The DAPT framework is organized into three primary modules based on its architecture: the Modeling Engine, the Data Management Engine, and the Data Loading Interface.


1. The Modeling Engine

This module contains the core classes responsible for the neural network logic, graph message passing, and perturbation embeddings.

Dapt

The high-level Controller class wrapping the neural network. It acts as the primary interface for the user or main script.

class Dapt:
    def __init__(self, **kwargs):
        self.model = None
        if kwargs.get('load_path'):
            self.load(kwargs['load_path'])
        else:
            self.model = GearsModel(**kwargs)

    def save(self, path):
        path_state = os.path.join(path, 'model.pth')
        path_config = os.path.join(path, 'config.pkl')

        torch.save(self.model.state_dict(), path_state)
        save_pkl(self.model.get_config(), path_config)

    def load(self, path):
        path_state = os.path.join(path, 'model.pth')
        path_config = os.path.join(path, 'config.pkl')

        model_config = load_pkl(path_config)
        self.model = GearsModel(**model_config)
        self.model.load_state_dict(torch.load(path_state, map_location='cpu'))

    def train(self, loader_trn, loader_val, device, constellation):
        self.model = self.model.to(device)
        optimizer = torch.optim.Adam(self.model.parameters(), lr=1e-3, weight_decay=5e-4)
        scheduler = torch.optim.lr_scheduler.StepLR(optimizer, step_size=1, gamma=0.5)

        # --- AUTOENCODER SETTINGS ---
        recon_loss_fcn = nn.MSELoss()
        lambda_recon = 0.2  # Weight of the reconstruction loss

        best_model = None
        best_score = np.inf

        print('Training...')
        for epoch in range(20):
            self.model.train()


            for step, (x, y_cond, y_ctrl) in enumerate(loader_trn):
                x = x.to(device)
                y_cond = y_cond.to(device)
                y_ctrl = y_ctrl.to(device)

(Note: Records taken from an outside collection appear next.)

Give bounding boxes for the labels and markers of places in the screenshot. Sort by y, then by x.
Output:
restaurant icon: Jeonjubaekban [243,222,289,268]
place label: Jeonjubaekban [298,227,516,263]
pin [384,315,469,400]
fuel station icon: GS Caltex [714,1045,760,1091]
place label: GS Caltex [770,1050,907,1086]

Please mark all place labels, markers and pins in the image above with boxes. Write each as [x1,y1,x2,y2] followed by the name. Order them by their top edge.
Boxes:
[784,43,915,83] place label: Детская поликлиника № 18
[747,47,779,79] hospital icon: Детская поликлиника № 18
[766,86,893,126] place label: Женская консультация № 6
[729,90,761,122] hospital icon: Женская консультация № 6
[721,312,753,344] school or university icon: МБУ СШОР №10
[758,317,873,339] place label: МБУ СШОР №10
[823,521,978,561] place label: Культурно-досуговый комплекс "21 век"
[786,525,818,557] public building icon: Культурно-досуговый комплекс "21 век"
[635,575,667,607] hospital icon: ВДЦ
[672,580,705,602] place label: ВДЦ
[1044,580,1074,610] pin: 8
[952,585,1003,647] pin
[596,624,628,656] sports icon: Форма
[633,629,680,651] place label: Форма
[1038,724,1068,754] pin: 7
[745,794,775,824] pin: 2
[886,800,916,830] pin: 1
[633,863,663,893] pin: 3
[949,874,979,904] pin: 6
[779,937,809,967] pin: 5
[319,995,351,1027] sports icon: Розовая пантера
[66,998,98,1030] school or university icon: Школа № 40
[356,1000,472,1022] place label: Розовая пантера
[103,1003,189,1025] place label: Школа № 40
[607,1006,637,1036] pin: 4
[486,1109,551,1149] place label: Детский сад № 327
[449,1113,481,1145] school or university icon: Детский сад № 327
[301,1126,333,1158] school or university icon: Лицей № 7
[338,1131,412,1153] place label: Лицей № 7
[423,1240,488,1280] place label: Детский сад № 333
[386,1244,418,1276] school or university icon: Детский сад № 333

                optimizer.zero_grad()
                y_pred, x_recon, x_target = self.model(x, y_ctrl)

                loss = loss_fcn(x, y_pred, y_cond, constellation)

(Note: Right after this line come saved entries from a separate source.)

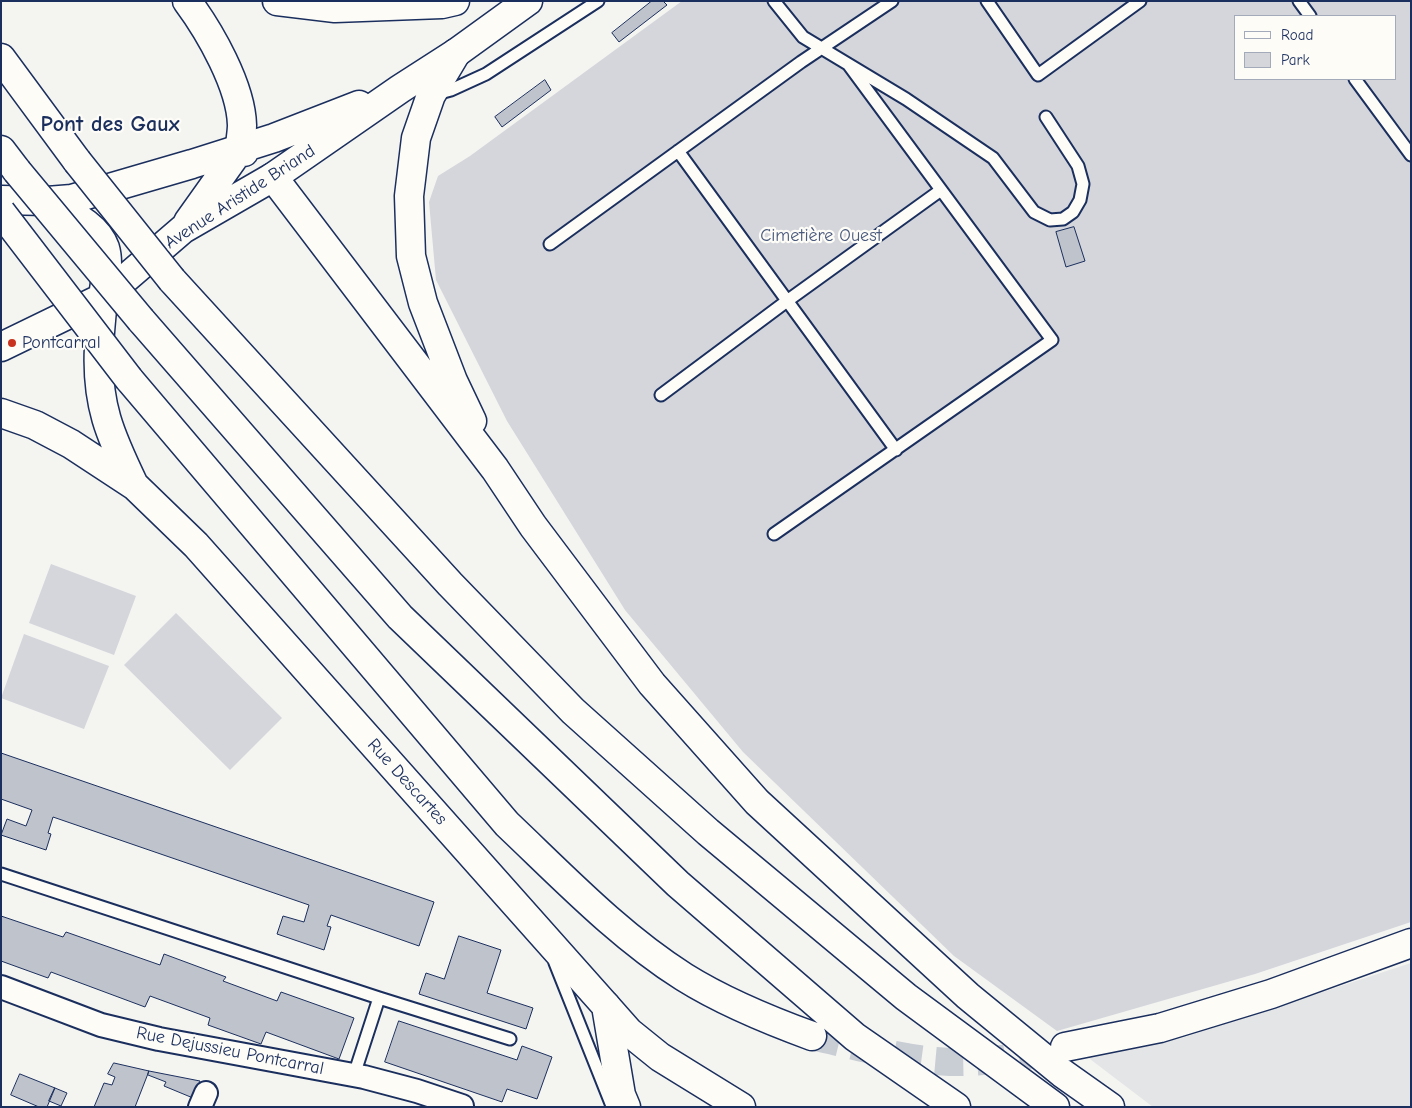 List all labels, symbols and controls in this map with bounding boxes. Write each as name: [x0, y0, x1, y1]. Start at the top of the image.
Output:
legend: [1234, 15, 1397, 80]
text: Road: [1281, 26, 1313, 44]
text: Park: [1281, 51, 1310, 69]
district label: Pont des Gaux: [41, 112, 179, 138]
street label: Avenue Aristide Briand: [161, 140, 319, 254]
park label: Cimetière Ouest: [760, 225, 882, 247]
place label: Pontcarral: [22, 332, 101, 354]
marker: Pontcarral: [6, 337, 18, 349]
street label: Rue Descartes: [363, 734, 451, 830]
street label: Rue Dejussieu Pontcarral: [134, 1022, 326, 1080] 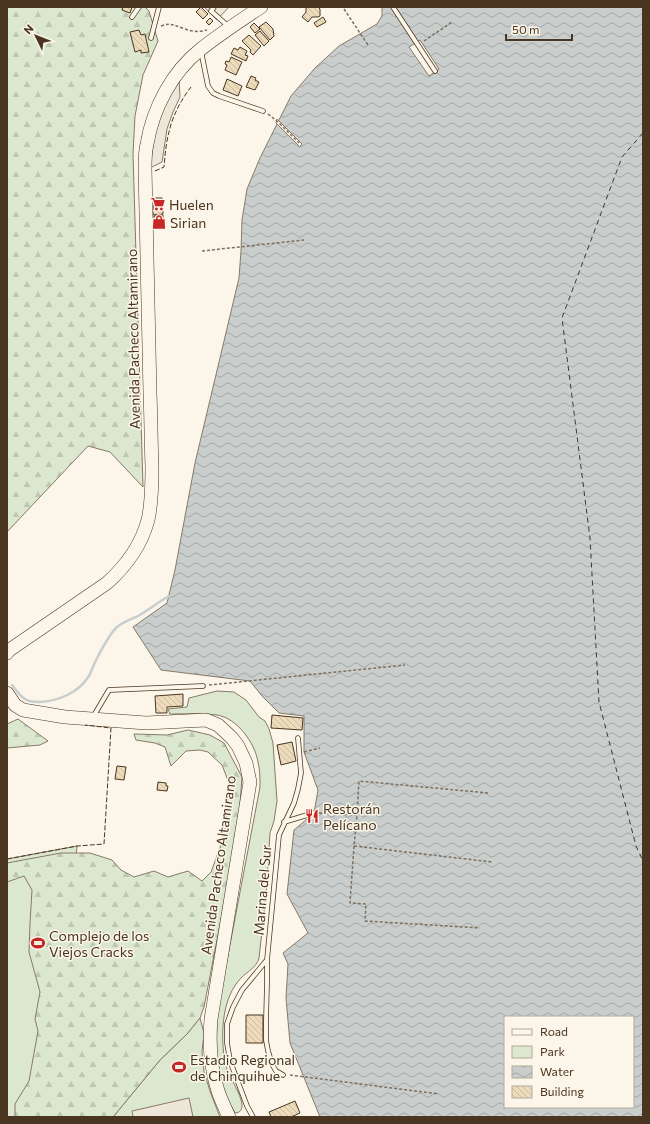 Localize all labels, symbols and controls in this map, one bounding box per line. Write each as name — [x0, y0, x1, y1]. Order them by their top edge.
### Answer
north arrow — [16, 16, 56, 56]
scale bar — [506, 16, 572, 42]
text: N — [21, 21, 36, 36]
text: 50 m — [512, 22, 540, 36]
supermarket icon: Huelen — [150, 196, 166, 212]
place label: Huelen — [169, 196, 214, 213]
shop icon: Sirian — [151, 214, 167, 230]
place label: Sirian — [170, 214, 206, 231]
street label: Avenida Pacheco Altamirano — [123, 248, 143, 430]
street label: Avenida Pacheco Altamirano — [197, 774, 239, 956]
place label: Restorán Pelícano — [323, 800, 380, 833]
restaurant icon: Restorán Pelícano — [304, 808, 320, 824]
street label: Marina del Sur — [250, 843, 274, 936]
place label: Complejo de los Viejos Cracks — [49, 927, 149, 960]
sports icon: Complejo de los Viejos Cracks — [30, 935, 46, 951]
legend — [504, 1016, 634, 1108]
text: Road — [540, 1024, 568, 1038]
text: Park — [540, 1044, 566, 1058]
place label: Estadio Regional de Chinquihue — [190, 1051, 295, 1084]
sports icon: Estadio Regional de Chinquihue — [171, 1059, 187, 1075]
text: Water — [540, 1064, 574, 1078]
text: Building — [540, 1084, 584, 1098]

                # Structural Loss (Autoencoder Reconstruction)
                loss_recon = recon_loss_fcn(x_recon, x_target)

                # Combine
                loss_total = loss + (lambda_recon * loss_recon)

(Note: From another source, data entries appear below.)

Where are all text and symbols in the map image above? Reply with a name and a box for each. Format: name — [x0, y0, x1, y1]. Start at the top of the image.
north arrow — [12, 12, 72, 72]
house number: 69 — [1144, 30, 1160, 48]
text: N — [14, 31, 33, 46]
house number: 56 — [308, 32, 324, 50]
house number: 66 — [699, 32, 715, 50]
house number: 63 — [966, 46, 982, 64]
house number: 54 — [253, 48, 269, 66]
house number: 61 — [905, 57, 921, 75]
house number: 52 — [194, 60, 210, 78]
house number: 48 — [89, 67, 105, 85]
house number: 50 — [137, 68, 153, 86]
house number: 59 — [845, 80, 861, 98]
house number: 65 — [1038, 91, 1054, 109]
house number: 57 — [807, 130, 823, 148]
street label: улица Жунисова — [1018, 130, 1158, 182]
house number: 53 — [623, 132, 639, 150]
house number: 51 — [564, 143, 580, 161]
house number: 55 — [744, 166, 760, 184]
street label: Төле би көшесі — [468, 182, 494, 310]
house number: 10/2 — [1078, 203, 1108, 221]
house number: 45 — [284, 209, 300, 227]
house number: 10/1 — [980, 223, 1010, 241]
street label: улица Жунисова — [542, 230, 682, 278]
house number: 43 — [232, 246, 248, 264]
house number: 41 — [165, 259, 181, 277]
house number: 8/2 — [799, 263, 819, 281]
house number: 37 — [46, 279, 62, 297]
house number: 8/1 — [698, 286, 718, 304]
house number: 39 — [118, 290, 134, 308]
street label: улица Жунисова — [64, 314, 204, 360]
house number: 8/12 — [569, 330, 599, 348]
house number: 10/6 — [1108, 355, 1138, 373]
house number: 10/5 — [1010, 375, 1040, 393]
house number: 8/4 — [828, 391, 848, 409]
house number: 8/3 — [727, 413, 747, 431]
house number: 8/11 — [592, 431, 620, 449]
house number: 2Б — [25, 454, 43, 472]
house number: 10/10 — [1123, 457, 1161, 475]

                loss_total.backward()

                nn.utils.clip_grad_value_(self.model.parameters(), clip_value=1.0)
                optimizer.step()


                print(f'Epoch {epoch}, Step {step} done') if step % 100 == 0 and step != 0 else None

            scheduler.step()

            model_score = self.validate(loader_val, device, constellation)
            if model_score < best_score:
                best_score = model_score
                best_model = deepcopy(self.model)
            print(f'Epoch {epoch} done')

        self.model = best_model
        print('Training done')

    def validate(self, loader_val, device, constellation):
        print("Validating...")
        cond_masks_all, y_pred_all, y_ctrl_all, y_cond_all = predict_epoch(self.model, loader_val, device)
        model_score = score(cond_masks_all, y_pred_all, y_ctrl_all, y_cond_all, constellation, True)
        print("Validation done")
        return model_score

    def evaluate(self, loader_tst, device, constellation):
        print('Evaluating...')
        cond_masks_all, y_pred_all, y_ctrl_all, y_cond_all = predict_epoch(self.model, loader_tst, device)
        evaluation_score = score(cond_masks_all, y_pred_all, y_ctrl_all, y_cond_all, constellation)
        print('Evaluation done')
        return evaluation_score

    def exp_standard(self, loader_trn, loader_val, loader_tst, device, constellation):
        self.train(loader_trn, loader_val, device, constellation)

        evaluation_result = self.evaluate(loader_tst, device, constellation)
        return evaluation_result
  • Responsibilities: Manages abstract interfaces for training, validation, evaluation, and model state persistence (saving/loading weights).

  • Key Methods: train(), predict(), save(), load().

DaptModel

The primary PyTorch nn.Module that defines the structural layers of the network.

class DaptModel(nn.Module):
    def __init__(self, **kwargs):
        super(GearsModel, self).__init__()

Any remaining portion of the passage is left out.